Task details.
Print exactly the lines that run from the first line of the material to the line containing "position:absolute; display:grid; place-items:center;", both ends included, and skip the pictures.

Data for review.
- Opening Delimiter -

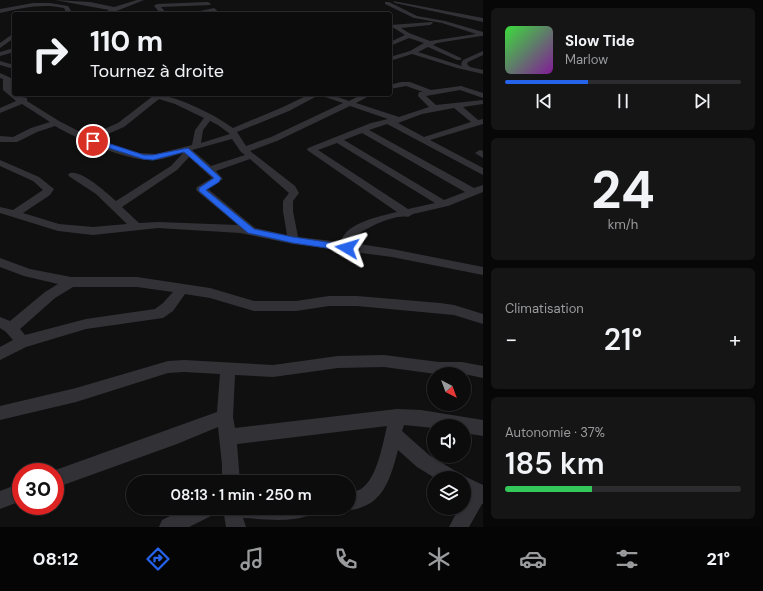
<!DOCTYPE html>
<html lang="fr">
<head>
<meta charset="utf-8">
<style>
	body { margin:0; font-family:"DM Sans",sans-serif; background:#151516; color:#f1f3f6; height:100vh; display:flex; flex-direction:column; font-size:15px; white-space:nowrap }
	* { box-sizing:border-box; margin:0 }
	p { font-size:13px; color:#9a9b9d }
	.icon { flex:none; width:22px; height:22px; fill:none; stroke:currentColor; stroke-width:2; stroke-linecap:round; stroke-linejoin:round }
	.map { position:relative; flex:1; overflow:hidden }
	.side { display:flex; flex-direction:column; gap:8px; padding:8px; background:#070707; width:280px }
	.side>* { flex:none }
	.hud { position:absolute; left:12px; top:12px; width:380px; height:84px; border-radius:4px; box-shadow:0 1px 3px #0004,0 0 0 1px #2c2c2e; background:#0c0c0d; color:#f1f3f6; overflow:hidden }
	.needle { width:26px; rotate:139deg }
	.buttons { position:absolute; left:427px; top:367px; display:grid; gap:8px }
	.buttons a { display:grid; place-items:center; width:44px; height:44px; border-radius:50%; background:#0c0c0d; box-shadow:0 1px 3px #0004,0 0 0 1px #2c2c2e; font-size:20px }
	.speed { position:absolute; left:12px; top:463px; display:flex; gap:8px; font-size:20px; font-weight:700; text-align:center }
	.speed>* { display:grid; place-content:center; width:52px; height:52px; border-radius:50%; background:#0c0c0d; box-shadow:0 1px 3px #0004,0 0 0 1px #2c2c2e; line-height:1 }
	.speed .limit { border:6px solid #d22; background:#fff; color:#111 }
	.pin { position:absolute; display:grid; place-items:center; width:34px; height:34px; color:#fff; margin:-17px; border:2px solid #fff; border-radius:50%; box-shadow:0 1px 4px #0007 }
	.me { position:absolute; width:44px; margin:-22px; rotate:277deg; stroke-linejoin:round; filter:drop-shadow(0 0 3px #0008) }
	.turn { display:flex; align-items:center; gap:14px; height:84px; padding:0 12px; font-size:18px }
	.turn .icon { width:52px; height:52px; stroke-width:2.5 }
	.turn b { display:block; font-size:28px; line-height:34px }
	.big { font-size:30px; font-weight:600; line-height:1.1 }
	.side .tile { flex:1; display:flex; flex-direction:column; justify-content:center; gap:6px; min-width:0; padding:0 14px; border-radius:6px; background:#151516 }
	.side .dial { align-items:center; gap:0 }
	.dial b { font-size:52px; line-height:1 }
	.song { display:flex; align-items:center; gap:12px }
	.cover { width:48px; height:48px; border-radius:6px; background:linear-gradient(135deg,hsl(120 70% 55%),hsl(290 70% 35%)) }
	.played { height:4px; border-radius:2px; background:linear-gradient(90deg,#2563eb 35%,#2c2c2e 35%) }
	.keys { display:flex; justify-content:space-around; direction:ltr }
	.heat { display:flex; justify-content:space-between; align-items:center; font-size:22px; direction:ltr }
	.charge { height:6px; border-radius:3px; background:linear-gradient(90deg,#34c759 37%,#2c2c2e 0) }
	.trip { position:absolute; left:126px; top:475px; width:230px; height:40px; border-radius:20px; background:#0c0c0d; box-shadow:0 1px 3px #0004,0 0 0 1px #2c2c2e; font-weight:600; line-height:40px; text-align:center }
	.tabs { display:flex; height:64px; justify-content:space-around; align-items:center; background:#050505; color:#9a9b9d }
	.tabs .icon { width:28px; height:28px }
	.tabs .active { color:#2563eb }
	.tabs b { font-size:18px; color:#f1f3f6 }
	main { display:flex; flex:1; min-height:0 }
	.map>svg:first-child { display:block }
</style>
</head>
<body>
<main>
<div class="map">
<svg width="483" height="527" viewBox="0 0 483 527">
	<rect width="100%" height="100%" fill="#101011"/>
	<g fill="none" stroke-linecap="round" stroke-linejoin="round">
		<g fill="#323136" fill-rule="evenodd">
			<polygon points="55,0 90,2 114,7 137,0 144,0 109,14 104,13 109,10"/>
			<polygon points="393,1 483,18 483,22 395,3"/>
			<polygon points="208,2 211,4 210,5 161,7 167,14 161,14 154,6 157,4"/>
			<polygon points="385,2 389,2 417,16 445,21 483,32 483,36 481,36 437,43 433,45 461,58 461,60 457,60 428,47 418,52 462,66 461,64 463,60 483,51 483,55 468,62 467,64 470,67 483,70 483,74 457,68 412,54 390,61 390,57 410,51 424,43 409,38 390,46 390,42 405,35 394,28 390,29 390,25 432,22 433,23 430,25 401,28 409,33 430,41 476,34 442,23 414,18 385,4"/>
			<path d="M33,3H50L68,6L73,14H67L64,8C43,3 21,8 0,13V9Z"/>
			<polygon points="214,8 221,14 215,14 213,12 186,14"/>
			<polygon points="14,33 14,38 0,48 0,43"/>
			<polygon points="14,48 14,52 0,56 0,52"/>
			<polygon points="0,61 14,65 14,69 0,65"/>
			<path d="M0,73L11,78C11,91 13,96 27,98V101L59,121L88,136L118,123L153,96L149,94C174,94 212,113 233,128L283,107L310,94H329L349,101L363,94H373L356,103L399,117L429,107L418,96L419,92H423L406,86L390,89V85L401,82H410L431,90L461,86L483,93V98L460,90L426,96L436,105L483,100V104L463,107L478,120L483,119V124L430,140L483,168V175L387,124L369,130L474,188L483,185V192L448,206L413,214L408,217C394,214 364,229 353,238L352,243L392,249L483,267V275L392,257L293,244L240,233L158,228L93,235L58,231L0,213V207L13,210L43,190L33,181L0,166V160L39,177L54,189L50,195L23,213L59,224L93,227L127,224L96,194L70,177L68,175L70,173C82,170 107,193 116,201L171,166L183,153C175,155 165,159 156,160C131,163 77,139 55,126L37,132L17,142H0V136L13,137L31,128L50,122L22,104L0,113V108L16,101L3,90V79L0,78ZM319,95L343,103L271,137L246,146L237,132L289,111ZM159,99L175,104L204,118L195,130L192,145L156,154L139,153L96,139L124,127ZM350,106L388,119L371,123L308,148L307,150L397,212C380,216 345,223 341,242L298,237L293,211V201L299,193L295,186L250,151L277,141ZM454,108L471,122L424,137L398,123L422,114ZM210,121L218,125L230,134L201,143L203,130ZM362,133L465,192L444,200L344,140ZM232,139L241,152L245,155L211,166L192,150ZM337,143L435,203L408,209L318,150ZM189,157L212,178L197,187L196,189L197,191L238,225L158,222L139,223L122,207L177,170ZM250,159L289,193L283,201V211L287,235L255,228L208,189L223,179L216,171Z"/>
			<polygon points="480,150 483,151 483,158 475,153"/>
			<path d="M0,258L30,269L71,277H137L210,288L254,301H296L329,296H357L440,303L454,305L483,314V324L454,315L357,306H329L296,311H254L210,298L185,294L173,311L163,318L86,329L26,347L0,360V347L13,340L6,332L0,328V317L10,321L45,292L58,284L24,276L0,267ZM73,287H137L173,292L163,303L155,309L86,319L25,335L20,329L55,298Z"/>
			<path d="M384,355L439,362H462L483,366V378L464,374H436L384,367L338,368L273,377L235,375L233,417L235,428L397,409L421,410L483,420V436L464,433V426H434V428L404,425L402,431L429,455L457,472L460,478L464,476L483,485V504H482L469,527H449L459,508H464V499L466,496L464,495V478H435L417,467L398,450C392,472 386,499 362,507C355,510 350,511 344,508H349V492C353,491 358,491 361,489C377,479 383,443 387,426L237,444L240,482H222V464L218,427L177,444L55,488V472H50L217,412L220,374L184,372L168,373L76,402L0,420V406L76,388L168,361L184,360L273,365L338,356Z"/>
			<polygon points="21,483 21,501 0,509 0,491"/>
			<polygon points="186,508 215,508 213,515 189,527 159,527 162,520"/>
			<path d="M223,508H312L310,515C290,523 264,519 243,518L246,527H226Z"/>
		</g>
	</g>
	<polygon fill="#2563eb" stroke="#184099" points="90,139 95,139 144,155 153,155 188,148 221,178 219,182 206,190 254,229 293,237 347,245 351,248 347,251 293,243 248,233 199,191 199,188 214,178 184,152 153,160 143,159 90,142"/>
</svg>
<div class="buttons">
<a><svg class="needle" viewBox="-14 -14 28 28"><path d="M0-13l5 13h-10z" fill="#e53935"/><path d="M0 13l5-13h-10z" fill="#9a9b9d"/></svg></a>
<a><svg class="icon" aria-label="sound" viewBox="0 0 24 24"><path d="M4 9h4l5-4v14l-5-4H4zM17 9q2 3 0 6"/></svg></a>
<a><svg class="icon" aria-label="layers" viewBox="0 0 24 24"><path d="M12 4l9 5-9 5-9-5zM3 14l9 5 9-5"/></svg></a>
</div>
<div class="speed"><div class="limit">30</div></div>
<div class="pin" style="left:93px;top:141px;background:#d93025"><svg class="icon" aria-label="arrive" viewBox="0 0 24 24"><path d="M6 21V4h12l-3 4 3 4H6"/></svg></div>
<svg class="me" style="left:347px;top:248px" viewBox="-20 -20 40 40"><path d="M0-17L14 15 0 8-14 15z" fill="#2563eb" stroke="#fff" stroke-width="4"/></svg>
<div class="trip">08:13 · 1 min · 250 m</div>
<div class="hud">
<div class="turn"><svg class="icon" aria-label="right" viewBox="0 0 24 24"><path d="M7 20v-9h11M14 6l5 5-5 5"/></svg><div><b>110 m</b>Tournez à droite</div></div>
</div>
</div>
<section class="side">
<div class="tile">
<div class="song"><i class="cover"></i><div><b>Slow Tide</b><p>Marlow</p></div></div>
<div class="played"></div>
<div class="keys"><svg class="icon" aria-label="previous" viewBox="0 0 24 24"><path d="M18 5L8 12l10 7zM5 5v14"/></svg><svg class="icon" aria-label="pause" viewBox="0 0 24 24"><path d="M8 5v14M16 5v14"/></svg><svg class="icon" aria-label="next" viewBox="0 0 24 24"><path d="M6 5l10 7-10 7zM19 5v14"/></svg></div>
</div>
<div class="tile dial"><b>24</b><p>km/h</p></div>
<div class="tile"><p>Climatisation</p>
<div class="heat"><a>−</a><b class="big">21°</b><a>+</a></div>
</div>
<div class="tile"><p>Autonomie · 37%</p><b class="big">185 km</b><div class="charge"></div></div>
</section>
</main>
<nav class="tabs">
<b>08:12</b>
<svg class="icon active" aria-label="directions" viewBox="0 0 24 24"><path d="M12 3l9 9-9 9-9-9zM9 14v-3h6M13 9l2 2-2 2"/></svg>
<svg class="icon" aria-label="music" viewBox="0 0 24 24"><path d="M9 18V5l10-2v13"/><circle cx="6" cy="18" r="3"/><circle cx="16" cy="16" r="3"/></svg>
<svg class="icon" aria-label="phone" viewBox="0 0 24 24"><path d="M5 4h4l2 5-3 2q2 4 5 5l2-3 5 2v4C11 20 4 13 5 4z"/></svg>
<svg class="icon" aria-label="climate" viewBox="0 0 24 24"><path d="M12 3v18M4 7l16 10M4 17L20 7"/></svg>
<svg class="icon" aria-label="car" viewBox="0 0 24 24"><path d="M5 17H2v-5l4-1 3-4h7l3 4 3 1v5h-3M9 17h6M6 11h13"/><circle cx="7" cy="17" r="2"/><circle cx="17" cy="17" r="2"/></svg>
<svg class="icon" aria-label="filters" viewBox="0 0 24 24"><path d="M4 7h16M4 17h16"/><circle cx="9" cy="7" r="2"/><circle cx="15" cy="17" r="2"/></svg>
<b>21°</b>
</nav>
</body>
</html>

- Closing Delimiter -

Answer section.
<!DOCTYPE html>
<html lang="fr">
<head>
<meta charset="utf-8">
<style>
	body { margin:0; font-family:"DM Sans",sans-serif; background:#151516; color:#f1f3f6; height:100vh; display:flex; flex-direction:column; font-size:15px; white-space:nowrap }
	* { box-sizing:border-box; margin:0 }
	p { font-size:13px; color:#9a9b9d }
	.icon { flex:none; width:22px; height:22px; fill:none; stroke:currentColor; stroke-width:2; stroke-linecap:round; stroke-linejoin:round }
	.map { position:relative; flex:1; overflow:hidden }
	.side { display:flex; flex-direction:column; gap:8px; padding:8px; background:#070707; width:280px }
	.side>* { flex:none }
	.hud { position:absolute; left:12px; top:12px; width:380px; height:84px; border-radius:4px; box-shadow:0 1px 3px #0004,0 0 0 1px #2c2c2e; background:#0c0c0d; color:#f1f3f6; overflow:hidden }
	.needle { width:26px; rotate:139deg }
	.buttons { position:absolute; left:427px; top:367px; display:grid; gap:8px }
	.buttons a { display:grid; place-items:center; width:44px; height:44px; border-radius:50%; background:#0c0c0d; box-shadow:0 1px 3px #0004,0 0 0 1px #2c2c2e; font-size:20px }
	.speed { position:absolute; left:12px; top:463px; display:flex; gap:8px; font-size:20px; font-weight:700; text-align:center }
	.speed>* { display:grid; place-content:center; width:52px; height:52px; border-radius:50%; background:#0c0c0d; box-shadow:0 1px 3px #0004,0 0 0 1px #2c2c2e; line-height:1 }
	.speed .limit { border:6px solid #d22; background:#fff; color:#111 }
	.pin { position:absolute; display:grid; place-items:center; width:34px; height:34px; color:#fff; margin:-17px; border:2px solid #fff; border-radius:50%; box-shadow:0 1px 4px #0007 }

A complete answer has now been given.